Condensation you have to look out for on windows. And you should make sure that the house blends in with its surroundings. All these things you have to remember. What do you do yourself?’
‘Nothing,’ said Kant, ‘I am retired. ‘ He was ashamed to tell the man that he was a philosopher, that he sat in a study with books and pen and paper, and that he spent
most of his time thinking.
‘I hope to be retired myself some day,’ said the man, ‘but at the moment I can’t afford to do that.’
‘Why not?’ said Kant.
‘Well, it’s like this,’ said the man. ‘It’s to do with my wife. She says I would be in her way in the house. Women are funny, you understand.’
‘Yes,’ said Kant.
‘You see,’ the man continued comfortably, ‘you have to treat them carefully, as if you were walking on marshy ground. One minute my wife is saying to me, “You’re
never at home to help about the house, you never put in shelves, you’re too tired”, and the next moment she’s saying, “I don’t want you to retire, you’d be in my
way. Under my feet.” And that’s the fashion of it,’ said the man philosophically.
‘Take this place we’re sitting in,’ said the man. ‘Now you watch that girl there, the one in the yellow apron. Her name is Gretchen and I know for a fact she comes from a
poor family. And yet she will turn up her nose if you don’t buy more than one cake. You have to watch the lie of the land, same as when you’re building a house. Now yourself now
you’ll have experience of these things, I don’t need to be telling you them. I would say now you had been a schoolmaster.’
‘No,’ said Kant. ‘I don’t think of myself as a schoolmaster.’
‘Never mind,’ said the man confidently. ‘I can tell you were a scholar. I was never a scholar. All I ever read were instruction books.’
‘Are they difficult to understand?’ said Kant curiously.

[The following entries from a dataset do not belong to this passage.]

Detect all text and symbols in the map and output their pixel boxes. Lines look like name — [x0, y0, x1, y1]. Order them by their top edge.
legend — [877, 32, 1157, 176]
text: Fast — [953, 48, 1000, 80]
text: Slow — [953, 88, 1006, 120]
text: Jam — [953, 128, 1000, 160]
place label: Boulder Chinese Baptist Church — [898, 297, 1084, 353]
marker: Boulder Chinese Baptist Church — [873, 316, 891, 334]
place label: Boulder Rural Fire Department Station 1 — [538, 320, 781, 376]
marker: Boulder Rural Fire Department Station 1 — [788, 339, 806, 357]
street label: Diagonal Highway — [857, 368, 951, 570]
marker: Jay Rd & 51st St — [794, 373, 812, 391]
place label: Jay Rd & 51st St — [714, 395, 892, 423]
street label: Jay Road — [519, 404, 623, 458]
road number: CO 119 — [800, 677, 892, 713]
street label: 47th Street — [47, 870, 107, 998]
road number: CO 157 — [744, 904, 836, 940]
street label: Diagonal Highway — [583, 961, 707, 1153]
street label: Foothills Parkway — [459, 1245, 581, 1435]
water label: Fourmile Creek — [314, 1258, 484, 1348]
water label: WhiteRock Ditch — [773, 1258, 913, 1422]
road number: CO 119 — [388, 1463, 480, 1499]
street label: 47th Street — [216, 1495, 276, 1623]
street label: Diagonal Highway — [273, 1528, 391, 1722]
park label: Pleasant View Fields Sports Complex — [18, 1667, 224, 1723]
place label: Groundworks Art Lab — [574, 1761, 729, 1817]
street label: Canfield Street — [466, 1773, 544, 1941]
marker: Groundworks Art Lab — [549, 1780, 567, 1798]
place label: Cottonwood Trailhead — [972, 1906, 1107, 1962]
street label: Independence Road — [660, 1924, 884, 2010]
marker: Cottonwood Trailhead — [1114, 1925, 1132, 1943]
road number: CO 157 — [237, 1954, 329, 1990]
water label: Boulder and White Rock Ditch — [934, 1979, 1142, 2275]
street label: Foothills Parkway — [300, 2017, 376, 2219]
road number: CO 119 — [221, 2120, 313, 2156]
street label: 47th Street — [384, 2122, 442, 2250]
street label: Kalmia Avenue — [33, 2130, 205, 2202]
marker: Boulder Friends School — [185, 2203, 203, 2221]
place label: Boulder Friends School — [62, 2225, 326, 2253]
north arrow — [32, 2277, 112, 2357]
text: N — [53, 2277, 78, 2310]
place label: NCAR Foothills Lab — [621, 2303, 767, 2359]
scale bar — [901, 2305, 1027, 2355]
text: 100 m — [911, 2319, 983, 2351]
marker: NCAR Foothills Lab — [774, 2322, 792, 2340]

‘Not if you keep your wits about you,’ said the man, who in actual fact wore glasses and in his stooping fashion himself looked like a scholar, and not a builder at all.
‘I’ve seen instructions written in languages that I don’t know but that doesn’t bother me. I have a picture in my head of what the thing is to be like. Instinctive, you
understand. Sometimes I don’t need an instruction book at all. I’ll tell you something,’ he continued expansively. ‘Once I was putting in plumbing and this contraption came
along and I’d never seen one like it before. But I installed it just the same.’
‘Is that right?’ said Kant.
‘Yes, it’s right enough. I have this instinct, you understand. Ever since I was a child. Some people don’t have it but I do. Now you take that factory out there. I
wouldn’t have built it like that, and I would have finished it quicker. I wouldn’t have put in so many windows but you can’t tell these people anything.’
After the man had left, Kant sat looking around him. Sitting in the café were two young people, the girl gazing into the boy’s eyes adoringly. She clasped his hands in hers and
began to talk animatedly about some party which they had attended the previous night.
‘I saw her wearing the same dress before,’ the girl was saying, while at the same time she stroked the boy’s hands gently. ‘The pink one.’